## [Information supplied]
══════════

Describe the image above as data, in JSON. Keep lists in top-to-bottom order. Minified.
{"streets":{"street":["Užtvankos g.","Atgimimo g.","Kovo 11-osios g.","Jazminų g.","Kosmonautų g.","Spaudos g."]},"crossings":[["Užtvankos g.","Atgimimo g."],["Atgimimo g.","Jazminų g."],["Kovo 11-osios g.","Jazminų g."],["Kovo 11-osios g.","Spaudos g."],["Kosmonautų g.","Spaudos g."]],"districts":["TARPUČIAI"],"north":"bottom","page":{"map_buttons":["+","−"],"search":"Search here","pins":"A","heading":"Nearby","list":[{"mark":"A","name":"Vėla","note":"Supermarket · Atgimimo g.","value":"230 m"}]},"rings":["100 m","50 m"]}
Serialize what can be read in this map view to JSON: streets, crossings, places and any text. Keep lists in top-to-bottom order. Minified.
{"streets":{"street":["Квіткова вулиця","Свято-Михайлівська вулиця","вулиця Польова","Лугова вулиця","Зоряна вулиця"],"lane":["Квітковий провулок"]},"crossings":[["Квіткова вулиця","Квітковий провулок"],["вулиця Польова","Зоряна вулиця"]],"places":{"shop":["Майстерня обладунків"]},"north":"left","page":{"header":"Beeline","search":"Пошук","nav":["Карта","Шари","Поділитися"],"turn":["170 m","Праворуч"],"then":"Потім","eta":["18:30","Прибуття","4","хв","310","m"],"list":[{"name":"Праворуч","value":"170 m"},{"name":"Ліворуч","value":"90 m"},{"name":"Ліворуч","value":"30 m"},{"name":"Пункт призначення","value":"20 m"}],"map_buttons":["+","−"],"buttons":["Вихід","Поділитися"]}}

══════════

## [What to work on]
The lines from the one containing "Serialize what can" through the final line of the listing above are to be repeated exactly, and nothing else is to be printed.

## [Answer section]
Serialize what can be read in this map view to JSON: streets, crossings, places and any text. Keep lists in top-to-bottom order. Minified.
{"streets":{"street":["Квіткова вулиця","Свято-Михайлівська вулиця","вулиця Польова","Лугова вулиця","Зоряна вулиця"],"lane":["Квітковий провулок"]},"crossings":[["Квіткова вулиця","Квітковий провулок"],["вулиця Польова","Зоряна вулиця"]],"places":{"shop":["Майстерня обладунків"]},"north":"left","page":{"header":"Beeline","search":"Пошук","nav":["Карта","Шари","Поділитися"],"turn":["170 m","Праворуч"],"then":"Потім","eta":["18:30","Прибуття","4","хв","310","m"],"list":[{"name":"Праворуч","value":"170 m"},{"name":"Ліворуч","value":"90 m"},{"name":"Ліворуч","value":"30 m"},{"name":"Пункт призначення","value":"20 m"}],"map_buttons":["+","−"],"buttons":["Вихід","Поділитися"]}}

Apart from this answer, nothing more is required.